The way teams approach decision-making tells us about their culture, how inclusive they are, and how they think about innovation. It also tells us how individuals can successfully influence innovation. Culture and influence create each other: What counts as effective influence indicates the kind of culture you have. Conversely, the culture you have determines what kinds of influence are effective. This mutually-defining cycle challenges traditional assumptions about how influence in tech works, which we call the “Myth of Meritocracy,” or the idea that the best ideas and most qualified people are the most influential. The only thing that matters is how skilled you are at your job. Getting hired, getting promoted, getting that corner office – all based on merit. The only problem with that sweet bedtime story is that it just isn’t true, and piles of research show that. Merit is part of it, but influence also depends on who is exerting it and the expectations and biases associated with that person: gender, ethnicity, age, title, etc. Simply stated — influence is not that simple.
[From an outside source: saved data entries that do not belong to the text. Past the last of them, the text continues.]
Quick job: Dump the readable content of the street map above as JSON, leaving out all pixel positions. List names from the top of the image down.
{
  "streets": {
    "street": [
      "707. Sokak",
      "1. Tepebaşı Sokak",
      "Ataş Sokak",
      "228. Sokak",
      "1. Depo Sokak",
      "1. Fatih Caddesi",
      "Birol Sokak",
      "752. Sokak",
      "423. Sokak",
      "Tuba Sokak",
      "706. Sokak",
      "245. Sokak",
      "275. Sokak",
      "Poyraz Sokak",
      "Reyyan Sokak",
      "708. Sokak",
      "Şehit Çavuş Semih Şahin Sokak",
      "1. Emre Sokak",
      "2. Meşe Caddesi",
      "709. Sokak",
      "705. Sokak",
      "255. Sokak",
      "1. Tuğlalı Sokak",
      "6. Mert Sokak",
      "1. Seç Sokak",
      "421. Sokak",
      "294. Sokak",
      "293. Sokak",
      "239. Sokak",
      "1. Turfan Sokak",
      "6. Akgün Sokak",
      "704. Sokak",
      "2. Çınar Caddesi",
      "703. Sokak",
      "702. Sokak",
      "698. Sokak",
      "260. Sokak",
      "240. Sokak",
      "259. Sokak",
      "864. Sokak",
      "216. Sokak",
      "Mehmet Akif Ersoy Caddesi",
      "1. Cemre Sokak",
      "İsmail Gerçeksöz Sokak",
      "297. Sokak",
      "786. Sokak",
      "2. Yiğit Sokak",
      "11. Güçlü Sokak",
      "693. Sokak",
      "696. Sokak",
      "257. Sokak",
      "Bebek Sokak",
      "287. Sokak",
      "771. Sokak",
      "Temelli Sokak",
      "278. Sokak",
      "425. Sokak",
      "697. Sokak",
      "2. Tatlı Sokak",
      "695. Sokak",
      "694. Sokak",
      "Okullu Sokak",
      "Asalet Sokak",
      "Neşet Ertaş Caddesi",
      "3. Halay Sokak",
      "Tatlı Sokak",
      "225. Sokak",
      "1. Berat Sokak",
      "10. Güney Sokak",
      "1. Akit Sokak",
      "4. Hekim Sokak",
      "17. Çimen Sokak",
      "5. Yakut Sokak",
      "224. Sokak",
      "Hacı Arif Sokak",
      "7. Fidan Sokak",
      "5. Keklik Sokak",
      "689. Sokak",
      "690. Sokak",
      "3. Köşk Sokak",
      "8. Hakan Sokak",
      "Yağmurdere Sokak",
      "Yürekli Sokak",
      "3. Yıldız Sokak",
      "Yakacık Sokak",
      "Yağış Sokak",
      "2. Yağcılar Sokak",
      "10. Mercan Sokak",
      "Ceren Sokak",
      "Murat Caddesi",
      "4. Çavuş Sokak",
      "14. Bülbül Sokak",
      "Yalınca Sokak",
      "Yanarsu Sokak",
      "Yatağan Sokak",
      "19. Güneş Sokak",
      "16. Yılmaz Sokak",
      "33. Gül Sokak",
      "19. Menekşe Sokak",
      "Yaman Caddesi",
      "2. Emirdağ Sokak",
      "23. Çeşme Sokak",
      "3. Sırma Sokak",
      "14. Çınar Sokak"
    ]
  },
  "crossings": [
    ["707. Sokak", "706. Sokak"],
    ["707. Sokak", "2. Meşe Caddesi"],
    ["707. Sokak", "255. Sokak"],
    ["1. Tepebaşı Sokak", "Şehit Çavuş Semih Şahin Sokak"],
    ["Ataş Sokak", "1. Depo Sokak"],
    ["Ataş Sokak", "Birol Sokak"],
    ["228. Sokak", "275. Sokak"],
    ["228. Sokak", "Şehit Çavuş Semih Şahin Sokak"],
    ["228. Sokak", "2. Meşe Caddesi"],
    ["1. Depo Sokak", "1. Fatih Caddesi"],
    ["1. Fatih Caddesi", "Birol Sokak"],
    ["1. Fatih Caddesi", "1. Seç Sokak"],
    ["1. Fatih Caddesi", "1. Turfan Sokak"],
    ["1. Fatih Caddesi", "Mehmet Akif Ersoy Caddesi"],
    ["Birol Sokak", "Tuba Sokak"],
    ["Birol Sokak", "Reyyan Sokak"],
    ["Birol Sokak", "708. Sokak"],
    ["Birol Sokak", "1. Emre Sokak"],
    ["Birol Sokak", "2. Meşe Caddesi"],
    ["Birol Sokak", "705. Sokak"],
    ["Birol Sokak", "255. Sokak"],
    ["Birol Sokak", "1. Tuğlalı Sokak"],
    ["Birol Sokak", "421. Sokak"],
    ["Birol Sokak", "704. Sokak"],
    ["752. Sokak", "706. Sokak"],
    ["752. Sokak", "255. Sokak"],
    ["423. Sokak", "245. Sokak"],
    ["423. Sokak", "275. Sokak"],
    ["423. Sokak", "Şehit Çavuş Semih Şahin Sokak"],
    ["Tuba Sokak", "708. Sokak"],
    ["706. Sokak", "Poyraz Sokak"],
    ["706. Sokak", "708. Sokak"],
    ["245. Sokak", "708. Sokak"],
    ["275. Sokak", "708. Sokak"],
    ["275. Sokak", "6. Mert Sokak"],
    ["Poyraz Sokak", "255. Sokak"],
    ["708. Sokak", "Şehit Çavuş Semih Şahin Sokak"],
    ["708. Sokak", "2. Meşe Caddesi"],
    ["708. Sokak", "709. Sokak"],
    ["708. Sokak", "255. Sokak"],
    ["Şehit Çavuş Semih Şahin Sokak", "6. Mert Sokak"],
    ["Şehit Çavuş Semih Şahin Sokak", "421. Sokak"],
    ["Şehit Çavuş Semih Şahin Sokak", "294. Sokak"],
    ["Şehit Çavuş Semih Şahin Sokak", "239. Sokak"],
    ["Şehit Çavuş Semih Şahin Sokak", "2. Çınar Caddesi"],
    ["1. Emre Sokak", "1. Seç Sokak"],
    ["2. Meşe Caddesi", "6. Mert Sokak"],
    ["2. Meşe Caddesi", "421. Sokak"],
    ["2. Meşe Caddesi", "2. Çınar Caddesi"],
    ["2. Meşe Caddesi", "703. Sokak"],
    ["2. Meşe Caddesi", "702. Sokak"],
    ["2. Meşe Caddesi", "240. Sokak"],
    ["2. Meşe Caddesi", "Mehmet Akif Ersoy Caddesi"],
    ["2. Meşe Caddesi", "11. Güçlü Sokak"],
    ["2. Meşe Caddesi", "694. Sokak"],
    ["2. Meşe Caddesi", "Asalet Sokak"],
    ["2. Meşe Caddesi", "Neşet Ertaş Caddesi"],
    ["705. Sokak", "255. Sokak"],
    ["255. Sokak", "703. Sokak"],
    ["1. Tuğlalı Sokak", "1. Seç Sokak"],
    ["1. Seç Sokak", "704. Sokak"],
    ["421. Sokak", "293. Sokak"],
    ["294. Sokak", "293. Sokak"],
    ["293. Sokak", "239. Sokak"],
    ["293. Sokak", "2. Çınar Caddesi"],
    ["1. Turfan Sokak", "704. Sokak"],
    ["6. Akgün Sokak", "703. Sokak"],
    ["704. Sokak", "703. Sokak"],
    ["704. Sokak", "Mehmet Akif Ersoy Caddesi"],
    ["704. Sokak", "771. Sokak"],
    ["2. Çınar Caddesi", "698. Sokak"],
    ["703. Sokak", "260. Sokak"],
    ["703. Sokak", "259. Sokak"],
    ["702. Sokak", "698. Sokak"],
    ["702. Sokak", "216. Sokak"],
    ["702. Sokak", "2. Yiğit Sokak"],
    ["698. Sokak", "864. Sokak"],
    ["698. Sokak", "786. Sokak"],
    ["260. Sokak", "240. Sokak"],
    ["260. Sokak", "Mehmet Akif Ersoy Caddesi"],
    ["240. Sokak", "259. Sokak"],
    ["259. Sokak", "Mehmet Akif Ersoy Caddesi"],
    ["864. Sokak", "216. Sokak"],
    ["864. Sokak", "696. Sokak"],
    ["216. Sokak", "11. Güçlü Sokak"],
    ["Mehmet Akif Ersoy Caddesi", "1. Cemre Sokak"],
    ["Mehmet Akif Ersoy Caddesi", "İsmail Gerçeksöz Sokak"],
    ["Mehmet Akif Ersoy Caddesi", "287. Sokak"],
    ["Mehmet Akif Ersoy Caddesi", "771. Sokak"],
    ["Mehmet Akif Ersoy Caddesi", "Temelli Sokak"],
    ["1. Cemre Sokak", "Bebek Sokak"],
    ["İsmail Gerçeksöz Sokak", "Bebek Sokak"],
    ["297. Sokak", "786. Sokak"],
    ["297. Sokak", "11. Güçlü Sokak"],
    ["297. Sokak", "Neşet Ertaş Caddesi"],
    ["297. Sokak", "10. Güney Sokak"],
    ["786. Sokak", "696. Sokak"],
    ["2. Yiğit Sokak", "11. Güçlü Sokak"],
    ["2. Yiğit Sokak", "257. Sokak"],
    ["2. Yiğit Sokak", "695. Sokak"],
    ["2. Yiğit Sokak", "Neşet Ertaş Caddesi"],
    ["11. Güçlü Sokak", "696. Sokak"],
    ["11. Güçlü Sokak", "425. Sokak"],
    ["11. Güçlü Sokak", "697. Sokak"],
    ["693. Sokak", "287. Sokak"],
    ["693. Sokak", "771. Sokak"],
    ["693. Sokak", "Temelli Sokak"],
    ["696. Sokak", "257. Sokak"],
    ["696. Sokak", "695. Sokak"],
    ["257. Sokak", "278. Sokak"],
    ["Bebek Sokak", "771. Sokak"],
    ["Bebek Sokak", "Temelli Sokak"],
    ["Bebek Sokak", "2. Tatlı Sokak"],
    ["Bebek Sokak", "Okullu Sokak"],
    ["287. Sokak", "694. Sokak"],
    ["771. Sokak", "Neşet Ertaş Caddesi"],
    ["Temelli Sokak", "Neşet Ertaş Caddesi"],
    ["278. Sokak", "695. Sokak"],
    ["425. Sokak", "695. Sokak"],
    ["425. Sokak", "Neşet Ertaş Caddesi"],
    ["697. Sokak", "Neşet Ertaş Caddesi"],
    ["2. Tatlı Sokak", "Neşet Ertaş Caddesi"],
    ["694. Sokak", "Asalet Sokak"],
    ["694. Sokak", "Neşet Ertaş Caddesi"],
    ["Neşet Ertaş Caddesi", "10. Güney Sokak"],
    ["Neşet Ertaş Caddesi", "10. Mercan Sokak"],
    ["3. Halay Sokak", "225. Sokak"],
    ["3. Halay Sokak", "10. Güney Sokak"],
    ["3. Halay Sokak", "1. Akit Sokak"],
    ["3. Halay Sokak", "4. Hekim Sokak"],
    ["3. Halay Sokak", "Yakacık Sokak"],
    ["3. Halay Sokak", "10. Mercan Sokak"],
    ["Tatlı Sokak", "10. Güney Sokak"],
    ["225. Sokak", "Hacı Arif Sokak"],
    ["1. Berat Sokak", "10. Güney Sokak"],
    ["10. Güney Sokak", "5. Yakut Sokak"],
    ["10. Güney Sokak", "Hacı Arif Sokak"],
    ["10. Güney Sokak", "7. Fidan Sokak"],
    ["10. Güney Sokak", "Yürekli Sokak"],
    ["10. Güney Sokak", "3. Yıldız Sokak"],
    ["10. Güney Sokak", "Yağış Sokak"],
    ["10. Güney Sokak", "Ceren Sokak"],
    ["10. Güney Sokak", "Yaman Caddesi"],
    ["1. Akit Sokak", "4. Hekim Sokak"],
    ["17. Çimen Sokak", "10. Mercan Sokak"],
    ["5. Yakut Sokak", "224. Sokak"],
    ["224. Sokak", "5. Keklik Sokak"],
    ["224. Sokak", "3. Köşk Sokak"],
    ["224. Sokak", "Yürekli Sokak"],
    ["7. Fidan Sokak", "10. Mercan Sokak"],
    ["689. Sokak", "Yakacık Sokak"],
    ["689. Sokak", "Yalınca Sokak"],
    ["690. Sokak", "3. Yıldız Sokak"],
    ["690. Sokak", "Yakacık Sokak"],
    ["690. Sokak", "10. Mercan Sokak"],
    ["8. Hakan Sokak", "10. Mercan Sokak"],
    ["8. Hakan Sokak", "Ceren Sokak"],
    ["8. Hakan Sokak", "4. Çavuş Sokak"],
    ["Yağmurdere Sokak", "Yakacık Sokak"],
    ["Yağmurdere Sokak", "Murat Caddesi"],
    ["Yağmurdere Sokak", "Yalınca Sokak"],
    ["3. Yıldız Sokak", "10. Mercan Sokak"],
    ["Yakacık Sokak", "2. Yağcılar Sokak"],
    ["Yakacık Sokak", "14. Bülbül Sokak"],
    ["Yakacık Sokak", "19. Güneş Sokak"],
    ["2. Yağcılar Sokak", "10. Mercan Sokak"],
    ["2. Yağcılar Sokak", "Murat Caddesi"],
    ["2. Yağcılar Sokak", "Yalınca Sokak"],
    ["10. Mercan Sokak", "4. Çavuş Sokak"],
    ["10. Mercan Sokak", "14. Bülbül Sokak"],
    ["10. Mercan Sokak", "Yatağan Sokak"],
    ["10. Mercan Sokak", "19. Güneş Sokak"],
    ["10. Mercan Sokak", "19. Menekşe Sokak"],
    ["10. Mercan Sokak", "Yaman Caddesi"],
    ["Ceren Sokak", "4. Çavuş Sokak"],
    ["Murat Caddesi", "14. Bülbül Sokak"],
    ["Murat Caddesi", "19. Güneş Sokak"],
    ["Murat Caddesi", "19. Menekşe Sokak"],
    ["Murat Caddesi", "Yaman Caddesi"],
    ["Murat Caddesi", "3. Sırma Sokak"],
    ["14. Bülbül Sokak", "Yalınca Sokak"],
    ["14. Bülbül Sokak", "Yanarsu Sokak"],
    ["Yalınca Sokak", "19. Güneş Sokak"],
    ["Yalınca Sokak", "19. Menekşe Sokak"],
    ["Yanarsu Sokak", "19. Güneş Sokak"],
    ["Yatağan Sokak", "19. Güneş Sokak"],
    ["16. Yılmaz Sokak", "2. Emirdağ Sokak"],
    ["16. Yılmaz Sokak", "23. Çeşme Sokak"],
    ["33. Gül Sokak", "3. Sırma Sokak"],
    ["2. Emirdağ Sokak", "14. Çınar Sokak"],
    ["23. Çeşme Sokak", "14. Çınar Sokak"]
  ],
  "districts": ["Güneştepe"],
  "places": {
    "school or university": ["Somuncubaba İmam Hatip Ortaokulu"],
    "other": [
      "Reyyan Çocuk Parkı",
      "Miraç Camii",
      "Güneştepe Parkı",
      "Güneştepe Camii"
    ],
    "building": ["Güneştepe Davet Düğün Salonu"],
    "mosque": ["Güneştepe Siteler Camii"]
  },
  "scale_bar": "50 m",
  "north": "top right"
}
So what does this mean for leaders? It’s not enough to assemble a diverse team. In order to reap the innovative potential of that diversity, leaders must activate those different viewpoints and life experiences and encourage influence for ALL team members. S/he must also be able to deal with the conflict that sometimes results. For inclusive leadership is much harder than the experience of most tech leaders today – which is leading homogenous teams who look alike, act alike, and think alike (because that’s who they hired). In heterogeneous teams we’re not seeking “cultural fits,” but rather “cultural misfits.” Leaders need to be prepared as inclusive leaders to make it work. And, that means understanding inclusive culture and its relationship to innovation and team cognition – like turn-taking for example, but harder stuff too.
The good news is that we know more about this than ever before. The bad news, for some at least, is that now leaders need to put a bunch of social science tools into their toolboxes and abandon older biased ideas about how the world works.
Which brings us to the final ingredient of innovation – problems. Assembling diverse teams and creating inclusive team cultures is all well and good, but innovation is the result of rubbing up against hard problems where that diversity needs to be constructively activated for team-decisions to solve those problems. There are two kinds of problems where this happens: (1) Needs-based problems that involve fixes for existing tech, like finding solutions for how to better orient the iPhone’s internal antennae for left-handers, or how to shut off Trump’s Twitter feed, and; (2) Gauntlet problems that boldly conjure entirely new challenges to be solved, like creating the iPhone in the first place, or think Tesla, or Apollo. Like jazz ensembles, tech teams have to improvise their way through unknown solo-sections in both categories of problems. And like those jazz players, each member must be skilled, must influence the others and respond to others’ influence, and must have the right stage upon which to forge something never heard before.